## Problem
From the listing below, reproduce word for word the part that opens with the line containing "function stroke(path, color, width, dash)" and closes with the line containing "c.font = font"; reproduce nothing else.
▼▼▼
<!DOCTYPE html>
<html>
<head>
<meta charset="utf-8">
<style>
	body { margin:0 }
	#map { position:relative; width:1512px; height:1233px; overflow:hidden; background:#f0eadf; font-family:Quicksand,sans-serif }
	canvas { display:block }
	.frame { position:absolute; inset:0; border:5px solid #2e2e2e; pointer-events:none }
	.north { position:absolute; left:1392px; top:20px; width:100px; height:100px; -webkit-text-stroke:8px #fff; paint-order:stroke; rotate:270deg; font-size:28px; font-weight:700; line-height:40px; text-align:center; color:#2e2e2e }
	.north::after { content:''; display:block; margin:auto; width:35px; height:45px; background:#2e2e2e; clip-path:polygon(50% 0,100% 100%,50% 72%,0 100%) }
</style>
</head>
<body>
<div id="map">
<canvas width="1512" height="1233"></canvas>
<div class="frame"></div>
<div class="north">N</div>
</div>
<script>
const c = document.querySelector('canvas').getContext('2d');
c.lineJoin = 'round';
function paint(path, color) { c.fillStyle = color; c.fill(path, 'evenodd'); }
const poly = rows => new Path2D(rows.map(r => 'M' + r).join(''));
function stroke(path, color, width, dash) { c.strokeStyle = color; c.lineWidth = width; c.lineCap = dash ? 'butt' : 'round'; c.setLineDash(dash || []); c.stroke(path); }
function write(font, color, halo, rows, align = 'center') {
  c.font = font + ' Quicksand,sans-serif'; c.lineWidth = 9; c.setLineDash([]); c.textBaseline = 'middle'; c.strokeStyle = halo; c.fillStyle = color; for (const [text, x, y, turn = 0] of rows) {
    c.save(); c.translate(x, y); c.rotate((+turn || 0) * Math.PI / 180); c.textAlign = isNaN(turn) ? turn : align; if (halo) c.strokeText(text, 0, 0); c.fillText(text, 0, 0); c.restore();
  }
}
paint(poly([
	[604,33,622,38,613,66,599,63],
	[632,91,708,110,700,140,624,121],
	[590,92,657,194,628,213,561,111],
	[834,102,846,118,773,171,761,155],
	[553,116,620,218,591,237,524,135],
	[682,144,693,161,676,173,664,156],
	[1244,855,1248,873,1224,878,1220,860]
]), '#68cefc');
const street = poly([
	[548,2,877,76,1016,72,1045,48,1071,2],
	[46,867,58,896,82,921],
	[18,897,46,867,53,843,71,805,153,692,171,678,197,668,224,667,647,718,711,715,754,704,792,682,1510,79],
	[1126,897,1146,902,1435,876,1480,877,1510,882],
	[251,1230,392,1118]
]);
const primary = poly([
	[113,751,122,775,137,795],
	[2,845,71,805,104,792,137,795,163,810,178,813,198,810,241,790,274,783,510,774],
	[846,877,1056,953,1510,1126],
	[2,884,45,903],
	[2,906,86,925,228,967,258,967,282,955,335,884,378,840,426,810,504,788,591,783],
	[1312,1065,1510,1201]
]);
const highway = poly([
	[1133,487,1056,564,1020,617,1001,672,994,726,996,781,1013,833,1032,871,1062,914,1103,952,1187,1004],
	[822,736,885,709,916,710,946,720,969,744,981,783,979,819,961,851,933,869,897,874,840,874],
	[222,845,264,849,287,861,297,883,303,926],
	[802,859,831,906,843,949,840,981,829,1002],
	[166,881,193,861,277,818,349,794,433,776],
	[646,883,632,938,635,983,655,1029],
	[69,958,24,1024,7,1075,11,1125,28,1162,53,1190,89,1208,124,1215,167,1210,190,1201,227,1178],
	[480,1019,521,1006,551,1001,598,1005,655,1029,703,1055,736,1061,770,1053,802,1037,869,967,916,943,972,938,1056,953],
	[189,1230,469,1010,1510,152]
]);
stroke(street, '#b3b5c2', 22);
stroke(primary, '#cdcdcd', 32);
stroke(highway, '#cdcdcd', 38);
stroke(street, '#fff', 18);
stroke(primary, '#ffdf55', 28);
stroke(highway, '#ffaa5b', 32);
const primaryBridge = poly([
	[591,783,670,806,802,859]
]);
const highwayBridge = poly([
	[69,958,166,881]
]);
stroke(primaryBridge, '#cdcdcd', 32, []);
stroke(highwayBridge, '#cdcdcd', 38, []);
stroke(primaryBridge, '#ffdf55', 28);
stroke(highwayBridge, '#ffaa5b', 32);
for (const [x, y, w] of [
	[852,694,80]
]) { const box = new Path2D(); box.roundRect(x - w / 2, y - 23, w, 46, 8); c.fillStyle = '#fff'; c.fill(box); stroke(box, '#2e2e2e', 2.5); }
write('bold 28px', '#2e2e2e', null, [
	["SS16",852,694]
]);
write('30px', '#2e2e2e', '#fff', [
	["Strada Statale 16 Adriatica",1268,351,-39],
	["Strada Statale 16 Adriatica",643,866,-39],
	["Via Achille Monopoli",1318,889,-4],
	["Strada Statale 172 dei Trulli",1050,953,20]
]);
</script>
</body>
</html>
▲▲▲
## Expected answer
function stroke(path, color, width, dash) { c.strokeStyle = color; c.lineWidth = width; c.lineCap = dash ? 'butt' : 'round'; c.setLineDash(dash || []); c.stroke(path); }
function write(font, color, halo, rows, align = 'center') {
  c.font = font + ' Quicksand,sans-serif'; c.lineWidth = 9; c.setLineDash([]); c.textBaseline = 'middle'; c.strokeStyle = halo; c.fillStyle = color; for (const [text, x, y, turn = 0] of rows) {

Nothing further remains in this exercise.